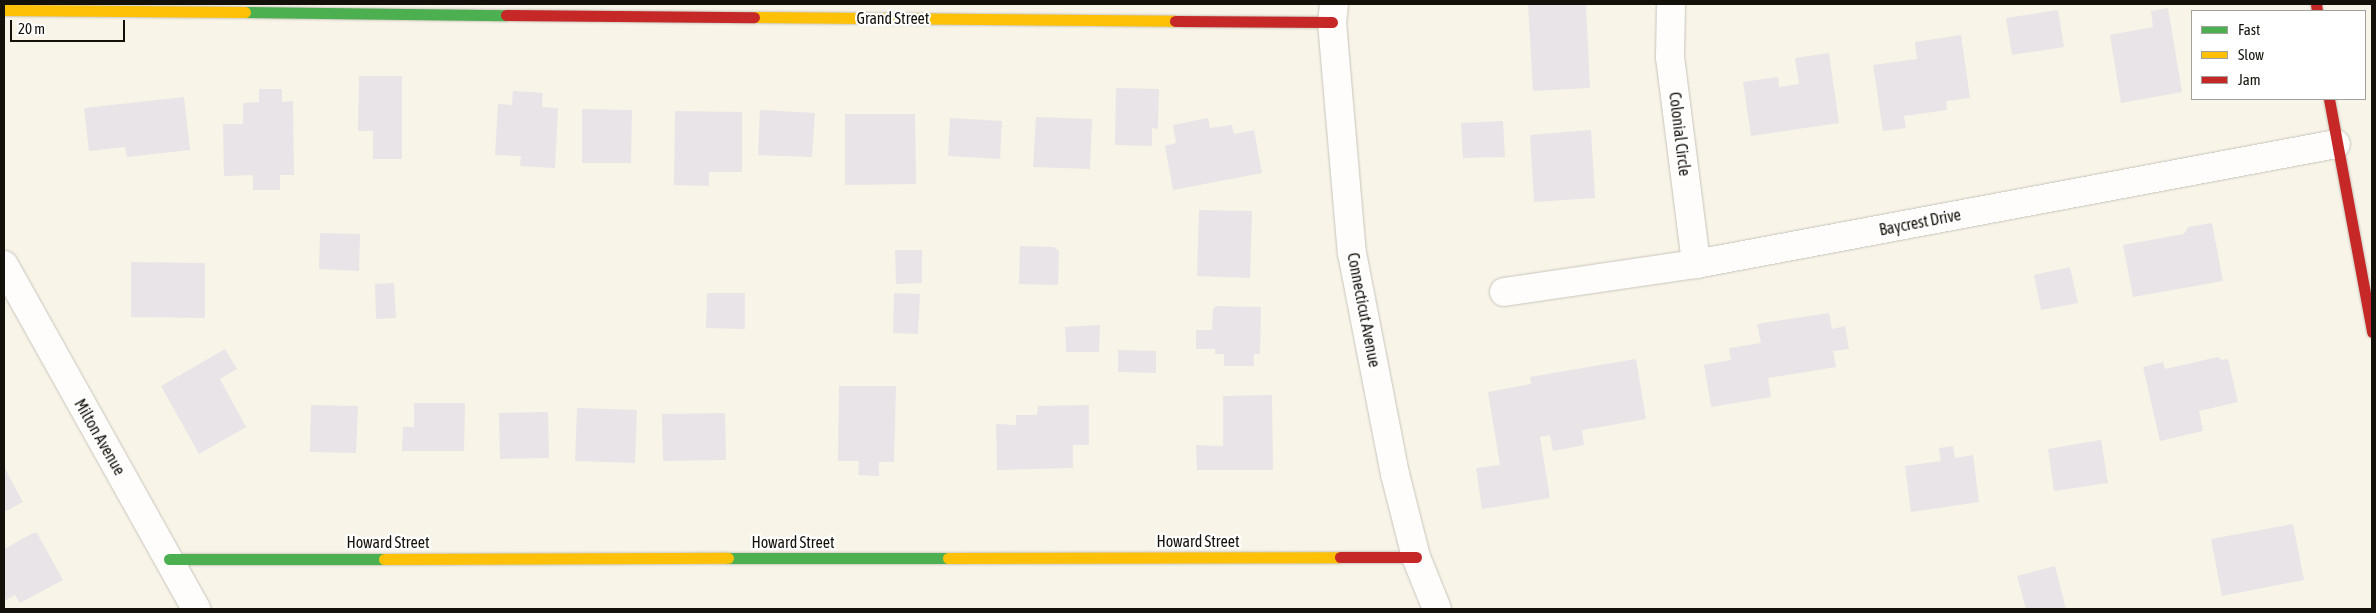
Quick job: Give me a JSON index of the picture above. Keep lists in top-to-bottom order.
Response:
{
  "streets": {
    "street": [
      "Grand Street",
      "Colonial Circle",
      "Baycrest Drive",
      "Connecticut Avenue",
      "Milton Avenue",
      "Howard Street"
    ]
  },
  "crossings": [
    ["Grand Street", "Connecticut Avenue"],
    ["Colonial Circle", "Baycrest Drive"],
    ["Connecticut Avenue", "Howard Street"],
    ["Milton Avenue", "Howard Street"]
  ],
  "legend": ["Fast", "Slow", "Jam"],
  "scale_bar": "20 m"
}
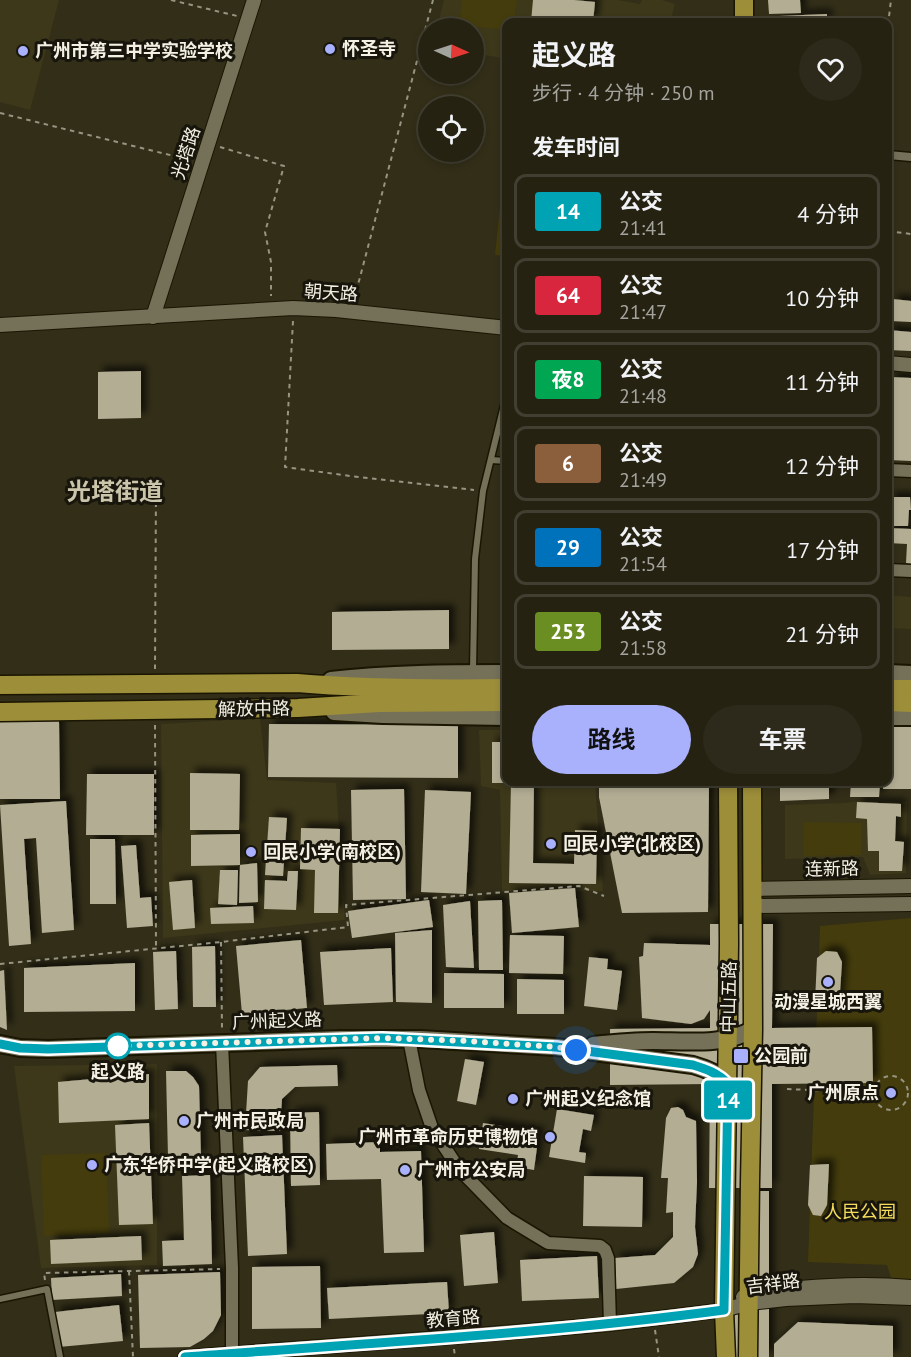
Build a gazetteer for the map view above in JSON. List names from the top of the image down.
☆ ☆ ☆
Exercise aim =
Print the data once more without any change, skipping each picture.

Answer section =
Quick job: Give me a JSON index of the picture above. Keep lists in top-to-bottom order.
Response:
{
  "streets": {
    "street": [
      "Grand Street",
      "Colonial Circle",
      "Baycrest Drive",
      "Connecticut Avenue",
      "Milton Avenue",
      "Howard Street"
    ]
  },
  "crossings": [
    ["Grand Street", "Connecticut Avenue"],
    ["Colonial Circle", "Baycrest Drive"],
    ["Connecticut Avenue", "Howard Street"],
    ["Milton Avenue", "Howard Street"]
  ],
  "legend": ["Fast", "Slow", "Jam"],
  "scale_bar": "20 m"
}
Build a gazetteer for the map view above in JSON. List names from the top of the image down.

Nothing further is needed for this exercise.